Additional specialized work can be done, in particular, to develop strength in the critical sticking point region. For example, doing isometrics or small range movements with heavy loads in a power rack (set up either based on mechanical analysis of your own sticking point location, or else determined from Figure 8 – for most people about 4-5 inches above the chest and 3-6 inches down from the shoulder). Additionally, using variety in chest development exercises (especially by focusing on different portions of the chest) would help develop strength over the entire region near your bar path and sticking point. Reduced acceleration or paused motions stopped near the sticking point are also potentially useful in developing sticking point strength (and are done a lot by top benchers like Bridges, Macdonald, etc.). Forced repetitions at this sticking point range may also be of some value (ala Arcidi, etc.). I would, however, keep all this work to a minimum, since the shoulder joint (ligaments in particular) can take a beating with this type of training, and needs to be adapted gradually to these higher intensities. Also, these high intensity, specialized motions should probably occur only in the last few weeks of a cycle (during weeks of 5 reps and less), in following the periodization concepts of training.

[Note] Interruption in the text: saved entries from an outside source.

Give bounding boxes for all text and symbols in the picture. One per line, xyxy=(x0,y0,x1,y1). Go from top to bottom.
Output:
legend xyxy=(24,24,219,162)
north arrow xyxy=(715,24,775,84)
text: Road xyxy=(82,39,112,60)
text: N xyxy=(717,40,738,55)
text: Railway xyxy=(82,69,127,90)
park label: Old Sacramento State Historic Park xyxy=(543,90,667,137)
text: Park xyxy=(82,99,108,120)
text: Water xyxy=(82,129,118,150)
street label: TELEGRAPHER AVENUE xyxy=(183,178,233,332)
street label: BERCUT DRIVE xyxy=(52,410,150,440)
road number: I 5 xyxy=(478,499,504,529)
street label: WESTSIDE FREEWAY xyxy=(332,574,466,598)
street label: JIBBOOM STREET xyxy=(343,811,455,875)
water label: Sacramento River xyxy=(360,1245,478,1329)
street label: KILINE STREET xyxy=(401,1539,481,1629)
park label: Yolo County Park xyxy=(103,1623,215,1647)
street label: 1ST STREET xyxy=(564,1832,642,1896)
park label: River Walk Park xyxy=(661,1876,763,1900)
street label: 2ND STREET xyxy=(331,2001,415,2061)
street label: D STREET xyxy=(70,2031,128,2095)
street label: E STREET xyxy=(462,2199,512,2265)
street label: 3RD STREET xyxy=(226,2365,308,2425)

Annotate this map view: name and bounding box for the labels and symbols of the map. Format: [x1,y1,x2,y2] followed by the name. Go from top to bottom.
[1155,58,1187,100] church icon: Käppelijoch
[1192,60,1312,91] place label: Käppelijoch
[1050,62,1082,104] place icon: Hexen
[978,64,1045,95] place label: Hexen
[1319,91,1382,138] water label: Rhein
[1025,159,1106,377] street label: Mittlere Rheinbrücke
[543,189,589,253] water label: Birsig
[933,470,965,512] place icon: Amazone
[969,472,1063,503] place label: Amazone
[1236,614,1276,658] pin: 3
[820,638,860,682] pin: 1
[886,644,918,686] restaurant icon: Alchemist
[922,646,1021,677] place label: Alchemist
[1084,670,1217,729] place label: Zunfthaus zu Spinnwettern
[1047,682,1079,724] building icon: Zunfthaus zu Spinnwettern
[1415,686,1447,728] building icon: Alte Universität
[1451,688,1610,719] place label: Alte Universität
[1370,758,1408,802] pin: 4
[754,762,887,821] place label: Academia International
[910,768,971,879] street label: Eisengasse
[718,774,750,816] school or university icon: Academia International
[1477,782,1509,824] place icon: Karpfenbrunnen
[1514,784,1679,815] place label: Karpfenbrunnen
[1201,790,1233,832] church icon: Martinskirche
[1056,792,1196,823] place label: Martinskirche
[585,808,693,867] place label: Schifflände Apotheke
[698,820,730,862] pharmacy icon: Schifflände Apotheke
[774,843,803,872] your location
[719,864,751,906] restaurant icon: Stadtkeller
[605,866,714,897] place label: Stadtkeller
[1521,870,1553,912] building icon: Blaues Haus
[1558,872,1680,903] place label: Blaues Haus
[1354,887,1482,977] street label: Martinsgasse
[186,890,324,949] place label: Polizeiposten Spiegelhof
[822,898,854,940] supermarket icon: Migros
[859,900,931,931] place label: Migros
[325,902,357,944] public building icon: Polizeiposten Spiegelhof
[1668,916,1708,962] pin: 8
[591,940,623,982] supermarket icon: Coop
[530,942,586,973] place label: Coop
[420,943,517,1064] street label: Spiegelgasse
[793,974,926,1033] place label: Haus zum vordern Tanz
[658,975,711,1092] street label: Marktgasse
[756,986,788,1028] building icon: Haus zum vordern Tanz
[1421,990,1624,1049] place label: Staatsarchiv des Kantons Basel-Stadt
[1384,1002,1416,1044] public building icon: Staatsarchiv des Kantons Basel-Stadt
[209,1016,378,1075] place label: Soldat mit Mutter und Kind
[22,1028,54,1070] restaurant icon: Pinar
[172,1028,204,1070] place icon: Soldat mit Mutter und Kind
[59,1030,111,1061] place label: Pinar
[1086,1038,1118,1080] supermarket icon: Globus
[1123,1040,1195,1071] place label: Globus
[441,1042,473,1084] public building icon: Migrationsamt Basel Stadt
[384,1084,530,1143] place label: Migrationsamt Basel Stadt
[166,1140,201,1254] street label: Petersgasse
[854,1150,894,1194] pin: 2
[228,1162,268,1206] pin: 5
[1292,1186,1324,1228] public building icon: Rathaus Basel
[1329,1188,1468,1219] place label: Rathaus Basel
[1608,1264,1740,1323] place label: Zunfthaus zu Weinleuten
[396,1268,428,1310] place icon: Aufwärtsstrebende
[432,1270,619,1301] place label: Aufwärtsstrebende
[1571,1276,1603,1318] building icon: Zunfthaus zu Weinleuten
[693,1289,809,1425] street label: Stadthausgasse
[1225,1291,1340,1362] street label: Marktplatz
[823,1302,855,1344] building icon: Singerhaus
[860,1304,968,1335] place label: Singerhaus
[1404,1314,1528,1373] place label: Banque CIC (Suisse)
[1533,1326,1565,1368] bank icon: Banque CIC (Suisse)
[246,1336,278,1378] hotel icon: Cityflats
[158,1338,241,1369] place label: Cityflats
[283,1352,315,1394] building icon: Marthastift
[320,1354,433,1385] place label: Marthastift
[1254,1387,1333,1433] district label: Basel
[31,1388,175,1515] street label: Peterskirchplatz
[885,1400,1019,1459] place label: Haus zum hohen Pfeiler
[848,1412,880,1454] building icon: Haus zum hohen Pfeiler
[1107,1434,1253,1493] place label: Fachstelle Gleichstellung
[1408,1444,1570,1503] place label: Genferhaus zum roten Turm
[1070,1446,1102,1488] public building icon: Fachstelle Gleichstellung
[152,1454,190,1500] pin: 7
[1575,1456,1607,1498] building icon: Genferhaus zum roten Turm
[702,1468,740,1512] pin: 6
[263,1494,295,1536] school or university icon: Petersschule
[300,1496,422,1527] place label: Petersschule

(1) Garhammer, J., “Periodization of strength training for athletes”, Track Technique, 73:2398-2399, 1979.
(2) Stone, M., O’Brien, H., Garhammer, J., McMillan, J., and Rezonek, R., “A theoretical model of strength training”, National Strength and Conditioning Association Journal, Aug/Sept, 36-39, 1982.
(3) Hakkinen, K., and Koni, P.B., “Effect of different combined concentric muscle work regimens on maximal strength development”, Journal of Human Movement Studies, 7:33-44, 1981.